Convex functions, second derivatives and Hessian matrices

In single variable calculus, a twice differentiable function \(f:(a,b)\to\mathbb{R}\) is convex if and only if \(f^{\prime\prime}(x)\ge 0\) for all \(x\in(a,b)\). It is not too hard to extend this result to functions defined on more general spaces:

Theorem. Let \(A\subseteq\mathbb{R}^n\) be a convex open set and let \(f:A\to\mathbb{R}\). Suppose that \(f^{\prime\prime}\) exists on \(A\). Then \(f\) is convex if and only if \(f^{\prime\prime}(x)\) is positive semidefinite for all \(x\in A\).

Hessian matrices

Combining the previous theorem with the higher derivative test for Hessian matrices gives us the following result for functions defined on convex open subsets of \(\mathbb{R}^n\):

Let \(A\subseteq\mathbb{R}^n\) be a convex open set and let \(f:A\to\mathbb{R}\) be twice differentiable. Write \(H(x)\) for the Hessian matrix of \(A\) at \(x\in A\).
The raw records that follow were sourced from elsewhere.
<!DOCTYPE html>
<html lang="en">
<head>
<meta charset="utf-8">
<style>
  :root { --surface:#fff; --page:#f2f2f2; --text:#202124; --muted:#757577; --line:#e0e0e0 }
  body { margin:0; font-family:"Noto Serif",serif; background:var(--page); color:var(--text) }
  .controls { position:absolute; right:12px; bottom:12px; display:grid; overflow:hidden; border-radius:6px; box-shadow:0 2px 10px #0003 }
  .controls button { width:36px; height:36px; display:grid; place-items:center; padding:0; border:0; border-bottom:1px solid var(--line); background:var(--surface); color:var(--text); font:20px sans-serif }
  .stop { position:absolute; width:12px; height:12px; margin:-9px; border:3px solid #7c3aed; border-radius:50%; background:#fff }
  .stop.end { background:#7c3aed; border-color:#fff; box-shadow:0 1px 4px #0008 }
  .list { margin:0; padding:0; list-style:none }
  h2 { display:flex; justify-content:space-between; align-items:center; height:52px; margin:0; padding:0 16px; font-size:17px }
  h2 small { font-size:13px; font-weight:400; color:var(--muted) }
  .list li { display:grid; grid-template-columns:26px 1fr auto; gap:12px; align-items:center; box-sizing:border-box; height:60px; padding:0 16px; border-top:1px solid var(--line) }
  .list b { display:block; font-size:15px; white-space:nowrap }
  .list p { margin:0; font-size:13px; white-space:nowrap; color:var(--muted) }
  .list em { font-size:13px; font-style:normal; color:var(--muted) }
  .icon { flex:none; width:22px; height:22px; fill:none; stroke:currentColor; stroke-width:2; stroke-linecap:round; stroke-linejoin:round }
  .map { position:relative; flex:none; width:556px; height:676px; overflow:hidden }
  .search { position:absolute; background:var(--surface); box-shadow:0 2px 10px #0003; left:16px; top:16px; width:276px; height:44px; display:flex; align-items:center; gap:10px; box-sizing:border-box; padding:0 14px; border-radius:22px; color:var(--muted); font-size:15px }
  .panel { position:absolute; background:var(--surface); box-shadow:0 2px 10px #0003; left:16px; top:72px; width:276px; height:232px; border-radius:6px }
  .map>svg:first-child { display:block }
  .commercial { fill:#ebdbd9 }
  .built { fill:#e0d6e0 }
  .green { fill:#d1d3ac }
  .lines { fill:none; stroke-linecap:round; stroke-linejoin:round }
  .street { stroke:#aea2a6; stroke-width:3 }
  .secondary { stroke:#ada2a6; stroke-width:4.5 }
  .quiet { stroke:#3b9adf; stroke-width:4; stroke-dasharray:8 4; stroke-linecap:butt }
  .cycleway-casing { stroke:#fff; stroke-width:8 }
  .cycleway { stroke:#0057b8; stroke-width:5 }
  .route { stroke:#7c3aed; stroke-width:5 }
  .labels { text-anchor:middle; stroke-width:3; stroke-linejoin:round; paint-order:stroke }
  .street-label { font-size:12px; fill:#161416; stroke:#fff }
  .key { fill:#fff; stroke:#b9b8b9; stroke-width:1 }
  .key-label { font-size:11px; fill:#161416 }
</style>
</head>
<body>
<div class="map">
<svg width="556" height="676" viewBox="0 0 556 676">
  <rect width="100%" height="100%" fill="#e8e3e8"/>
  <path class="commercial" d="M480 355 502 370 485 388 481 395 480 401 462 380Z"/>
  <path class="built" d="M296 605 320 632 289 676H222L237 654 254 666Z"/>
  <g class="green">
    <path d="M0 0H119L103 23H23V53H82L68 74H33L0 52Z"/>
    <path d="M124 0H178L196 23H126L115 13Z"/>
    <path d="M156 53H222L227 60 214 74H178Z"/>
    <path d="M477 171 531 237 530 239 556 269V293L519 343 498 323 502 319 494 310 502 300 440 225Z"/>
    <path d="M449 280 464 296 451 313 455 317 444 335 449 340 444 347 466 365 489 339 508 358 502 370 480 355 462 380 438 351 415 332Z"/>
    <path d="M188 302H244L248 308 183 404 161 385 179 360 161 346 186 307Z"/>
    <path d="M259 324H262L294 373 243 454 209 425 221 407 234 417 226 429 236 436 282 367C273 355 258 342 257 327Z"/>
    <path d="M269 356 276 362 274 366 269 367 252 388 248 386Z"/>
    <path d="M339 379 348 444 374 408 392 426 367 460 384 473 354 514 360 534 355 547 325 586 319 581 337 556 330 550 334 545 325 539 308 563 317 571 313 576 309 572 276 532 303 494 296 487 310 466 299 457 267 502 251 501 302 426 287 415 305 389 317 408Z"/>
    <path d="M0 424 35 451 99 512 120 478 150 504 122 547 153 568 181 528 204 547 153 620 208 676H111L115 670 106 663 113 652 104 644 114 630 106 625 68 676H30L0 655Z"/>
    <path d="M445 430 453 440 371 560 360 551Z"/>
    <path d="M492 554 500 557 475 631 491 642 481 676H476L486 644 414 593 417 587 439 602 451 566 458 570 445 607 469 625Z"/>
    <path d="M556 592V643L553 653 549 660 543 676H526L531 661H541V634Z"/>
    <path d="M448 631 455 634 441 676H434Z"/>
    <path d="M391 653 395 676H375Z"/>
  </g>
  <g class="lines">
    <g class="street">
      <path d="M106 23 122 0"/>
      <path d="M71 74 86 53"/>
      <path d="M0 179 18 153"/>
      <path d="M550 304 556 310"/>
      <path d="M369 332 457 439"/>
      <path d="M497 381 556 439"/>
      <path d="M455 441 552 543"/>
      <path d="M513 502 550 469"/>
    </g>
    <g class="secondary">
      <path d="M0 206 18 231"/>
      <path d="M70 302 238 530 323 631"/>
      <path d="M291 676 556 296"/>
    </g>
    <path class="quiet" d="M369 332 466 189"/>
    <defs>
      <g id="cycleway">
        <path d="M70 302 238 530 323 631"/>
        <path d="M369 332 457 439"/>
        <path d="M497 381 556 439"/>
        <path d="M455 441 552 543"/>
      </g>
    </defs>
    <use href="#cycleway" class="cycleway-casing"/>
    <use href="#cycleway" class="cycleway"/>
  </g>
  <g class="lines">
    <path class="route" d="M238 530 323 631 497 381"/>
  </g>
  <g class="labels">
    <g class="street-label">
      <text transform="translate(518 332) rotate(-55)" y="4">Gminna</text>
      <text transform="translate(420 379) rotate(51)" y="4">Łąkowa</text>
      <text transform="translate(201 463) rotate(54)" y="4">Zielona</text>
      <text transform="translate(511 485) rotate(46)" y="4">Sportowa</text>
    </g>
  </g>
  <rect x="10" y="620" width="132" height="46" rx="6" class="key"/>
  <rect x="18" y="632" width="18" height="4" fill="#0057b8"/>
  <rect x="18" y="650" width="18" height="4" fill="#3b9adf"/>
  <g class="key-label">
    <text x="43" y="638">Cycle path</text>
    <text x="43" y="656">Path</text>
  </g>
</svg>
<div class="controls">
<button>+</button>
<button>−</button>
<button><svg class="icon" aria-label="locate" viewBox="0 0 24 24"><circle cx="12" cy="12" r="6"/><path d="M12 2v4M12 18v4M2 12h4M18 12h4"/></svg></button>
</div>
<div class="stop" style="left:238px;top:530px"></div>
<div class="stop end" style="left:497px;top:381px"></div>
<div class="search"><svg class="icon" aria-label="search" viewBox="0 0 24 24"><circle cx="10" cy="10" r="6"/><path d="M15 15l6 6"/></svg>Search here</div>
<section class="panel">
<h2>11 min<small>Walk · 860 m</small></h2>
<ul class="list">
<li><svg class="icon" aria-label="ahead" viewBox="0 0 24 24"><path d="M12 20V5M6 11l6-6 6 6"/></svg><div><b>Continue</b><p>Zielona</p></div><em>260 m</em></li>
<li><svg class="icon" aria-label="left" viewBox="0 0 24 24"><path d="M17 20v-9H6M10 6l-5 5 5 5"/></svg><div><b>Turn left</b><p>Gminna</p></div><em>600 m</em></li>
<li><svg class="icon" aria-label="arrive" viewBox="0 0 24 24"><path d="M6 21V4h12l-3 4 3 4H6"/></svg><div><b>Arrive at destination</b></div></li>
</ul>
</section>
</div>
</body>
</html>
  1. If \(f'(x)=0\) and \(H(x)\) is positive definite, then \(f\) has a strict local minimum at \(x\).
  2. If \(f'(x)=0\) and \(H(x)\) is negative definite, then \(f\) has a strict local maximum at \(x\).
  3. If \(f'(x)=0\) and \(H(x)\) has both positive and negative eigenvalues, then \(f\) does not have a local minimum or a local maximum at \(x\). That is, \(f\) has a saddle point at \(x\).
  4. If \(H(x)\) is positive semidefinite for all \(x\in A\), then \(f\) is convex and has a strict global minimum at any \(x\) for which \(f'(x)=0\) and \(H(x)\) is positive definite.
  5. If \(H(x)\) is negative semidefinite for all \(x\in A\), then \(f\) is concave and has a strict global maximum at any \(x\) for which \(f'(x)=0\) and \(H(x)\) is negative definite.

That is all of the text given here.